What is freedom to you? Is it an ability to choose what degree to pursue, where to live, what to have for dinner, or is it that hip Pharrell tune? Would limiting these freedoms make you unhappy? More importantly, are you likely to ever be persuaded to volunteer your freedom, aspirations, identity to be sacrificed for the greater social good?  Now before you dismiss us as lunatics, you might be surprised to learn that there were literally hundreds of thousands (if not millions) of people who not so long ago willingly sacrificed their freedoms for the promise of a better society. Can it happen to us?

Brace yourself to hear not one, but two such stories: one of a society whose existence was shaped by an authoritarian regime, another – of a society that we are at risk to be building now. We will call on to two dystopian (of course!) authors who produced two of the most consequential dystopian works: a Russian Evgeniy Zamyatin and an English Aldous Huxley.

What is a dystopia anyway and why is everyone so hyped about it?

Glad you asked. Dystopia is a literary movement that generally describes what certain tendencies in social, scientific, environmental, and technological development among others can lead a society to. Dystopian literature explores totalitarian regimes and societies. Most dystopian worlds are based on a logic that any given person is nothing more than a mere social unit.

The hype around dystopian ideas about the future is not only due to Donald Trump’s victory (although it helped to introduce 1984 and This Can’t Happen Here to a whole new readership). What is so interesting about fictional dystopian societies, is their ability to dismantle any notion of a personal opinion or an individual. It’s not only that people are prohibited from expressing their opinion, it’s that their personal opinion ceases to exist. People follow a certain ritual and know their place in it. There can be no individual in a dystopian society, only a collective “us” mediated by the rulers of this society. Basically, it’s a dictator’s dream.

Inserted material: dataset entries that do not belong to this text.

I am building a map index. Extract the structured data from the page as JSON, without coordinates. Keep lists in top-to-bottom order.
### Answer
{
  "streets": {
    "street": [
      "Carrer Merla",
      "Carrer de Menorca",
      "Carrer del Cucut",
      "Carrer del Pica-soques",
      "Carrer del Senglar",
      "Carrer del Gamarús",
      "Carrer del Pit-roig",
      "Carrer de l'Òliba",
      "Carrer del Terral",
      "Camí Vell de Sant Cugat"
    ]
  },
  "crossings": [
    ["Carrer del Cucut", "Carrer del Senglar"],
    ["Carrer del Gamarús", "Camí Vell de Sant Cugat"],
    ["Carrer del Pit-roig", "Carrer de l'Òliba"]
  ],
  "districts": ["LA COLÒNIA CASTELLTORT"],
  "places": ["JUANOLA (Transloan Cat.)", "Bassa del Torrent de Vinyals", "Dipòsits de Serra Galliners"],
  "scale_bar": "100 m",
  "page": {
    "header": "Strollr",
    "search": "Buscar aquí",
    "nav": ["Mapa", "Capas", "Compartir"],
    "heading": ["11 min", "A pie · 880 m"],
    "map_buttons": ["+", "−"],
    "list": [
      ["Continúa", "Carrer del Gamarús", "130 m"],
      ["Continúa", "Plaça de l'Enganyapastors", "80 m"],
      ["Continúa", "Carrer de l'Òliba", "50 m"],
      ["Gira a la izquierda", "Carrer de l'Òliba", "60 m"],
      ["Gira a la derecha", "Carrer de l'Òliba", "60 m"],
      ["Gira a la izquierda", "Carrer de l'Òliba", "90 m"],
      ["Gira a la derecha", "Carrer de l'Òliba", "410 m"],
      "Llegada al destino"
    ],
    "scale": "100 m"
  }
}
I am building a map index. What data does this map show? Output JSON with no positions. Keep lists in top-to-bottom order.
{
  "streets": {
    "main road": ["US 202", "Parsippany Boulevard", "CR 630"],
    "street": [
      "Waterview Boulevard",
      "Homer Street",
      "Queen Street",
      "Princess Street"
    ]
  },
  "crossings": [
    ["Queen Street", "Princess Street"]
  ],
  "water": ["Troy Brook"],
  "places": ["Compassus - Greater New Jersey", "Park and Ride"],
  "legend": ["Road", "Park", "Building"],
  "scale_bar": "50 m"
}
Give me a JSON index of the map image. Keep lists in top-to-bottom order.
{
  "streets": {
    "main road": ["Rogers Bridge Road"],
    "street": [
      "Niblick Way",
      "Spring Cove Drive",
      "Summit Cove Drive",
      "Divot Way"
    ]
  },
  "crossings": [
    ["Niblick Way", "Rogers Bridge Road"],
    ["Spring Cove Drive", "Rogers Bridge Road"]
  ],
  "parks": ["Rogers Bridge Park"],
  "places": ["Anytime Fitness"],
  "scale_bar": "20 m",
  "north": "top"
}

Your typical dystopian novel plot revolves around a conflict between one of a few existing (or emerging!) individuals, who long to make their own life, choices, and mistakes. It isn’t shocking that the atmosphere of fear is what’s prevalent in any dystopian novel. So, if you’ve been fangirling over the new IT or American Horror Story, you’re likely to enjoy the feeling of being lost in We or Brave New World.

All about us

We is arguably the most important work produced by Evgeniy Zamyatin. We didn’t go down well with his Soviet contemporaries, being seen as a travesty, a mean caricature on a bright new Soviet future everyone in the USSR was apparently building at the time.

Zamyatin wrote this work while living in Saint-Petersburg (then Petrograd), whose citizens were suffering from deprivation of food and heating. The year was 1920, and state’s brutality, violence against an individual, and overweening confidence in promises of a great communist future created a fruitful ground for We to grow on. It’s really not surprising that the esteemed Mr Zamyatin went ballistic on the state.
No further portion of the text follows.